Set down each entry exactly as it stands, without altering a single character.
-------------------------
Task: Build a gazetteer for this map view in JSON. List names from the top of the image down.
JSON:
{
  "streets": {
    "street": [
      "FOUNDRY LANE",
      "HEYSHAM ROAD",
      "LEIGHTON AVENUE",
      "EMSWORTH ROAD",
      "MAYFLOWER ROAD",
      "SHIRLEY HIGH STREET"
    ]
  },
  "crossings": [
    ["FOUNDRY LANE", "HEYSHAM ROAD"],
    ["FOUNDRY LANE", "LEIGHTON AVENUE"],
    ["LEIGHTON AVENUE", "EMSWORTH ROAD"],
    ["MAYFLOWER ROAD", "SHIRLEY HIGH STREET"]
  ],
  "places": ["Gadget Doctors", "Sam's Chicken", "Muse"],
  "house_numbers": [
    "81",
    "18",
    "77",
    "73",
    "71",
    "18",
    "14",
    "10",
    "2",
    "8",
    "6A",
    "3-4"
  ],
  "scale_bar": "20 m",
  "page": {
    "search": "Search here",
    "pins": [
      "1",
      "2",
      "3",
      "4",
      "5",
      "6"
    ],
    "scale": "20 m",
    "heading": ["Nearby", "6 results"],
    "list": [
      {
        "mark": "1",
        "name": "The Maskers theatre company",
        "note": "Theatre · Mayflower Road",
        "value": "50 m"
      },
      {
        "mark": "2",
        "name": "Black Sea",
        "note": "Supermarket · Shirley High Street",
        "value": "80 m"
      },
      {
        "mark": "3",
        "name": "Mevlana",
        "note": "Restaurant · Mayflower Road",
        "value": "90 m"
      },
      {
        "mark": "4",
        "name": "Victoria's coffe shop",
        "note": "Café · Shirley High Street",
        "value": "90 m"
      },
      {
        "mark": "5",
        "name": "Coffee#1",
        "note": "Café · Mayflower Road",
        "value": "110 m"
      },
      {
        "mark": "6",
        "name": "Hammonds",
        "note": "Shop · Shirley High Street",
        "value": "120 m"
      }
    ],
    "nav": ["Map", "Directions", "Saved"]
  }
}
-------------------------
Result of this task:
Task: Build a gazetteer for this map view in JSON. List names from the top of the image down.
JSON:
{
  "streets": {
    "street": [
      "FOUNDRY LANE",
      "HEYSHAM ROAD",
      "LEIGHTON AVENUE",
      "EMSWORTH ROAD",
      "MAYFLOWER ROAD",
      "SHIRLEY HIGH STREET"
    ]
  },
  "crossings": [
    ["FOUNDRY LANE", "HEYSHAM ROAD"],
    ["FOUNDRY LANE", "LEIGHTON AVENUE"],
    ["LEIGHTON AVENUE", "EMSWORTH ROAD"],
    ["MAYFLOWER ROAD", "SHIRLEY HIGH STREET"]
  ],
  "places": ["Gadget Doctors", "Sam's Chicken", "Muse"],
  "house_numbers": [
    "81",
    "18",
    "77",
    "73",
    "71",
    "18",
    "14",
    "10",
    "2",
    "8",
    "6A",
    "3-4"
  ],
  "scale_bar": "20 m",
  "page": {
    "search": "Search here",
    "pins": [
      "1",
      "2",
      "3",
      "4",
      "5",
      "6"
    ],
    "scale": "20 m",
    "heading": ["Nearby", "6 results"],
    "list": [
      {
        "mark": "1",
        "name": "The Maskers theatre company",
        "note": "Theatre · Mayflower Road",
        "value": "50 m"
      },
      {
        "mark": "2",
        "name": "Black Sea",
        "note": "Supermarket · Shirley High Street",
        "value": "80 m"
      },
      {
        "mark": "3",
        "name": "Mevlana",
        "note": "Restaurant · Mayflower Road",
        "value": "90 m"
      },
      {
        "mark": "4",
        "name": "Victoria's coffe shop",
        "note": "Café · Shirley High Street",
        "value": "90 m"
      },
      {
        "mark": "5",
        "name": "Coffee#1",
        "note": "Café · Mayflower Road",
        "value": "110 m"
      },
      {
        "mark": "6",
        "name": "Hammonds",
        "note": "Shop · Shirley High Street",
        "value": "120 m"
      }
    ],
    "nav": ["Map", "Directions", "Saved"]
  }
}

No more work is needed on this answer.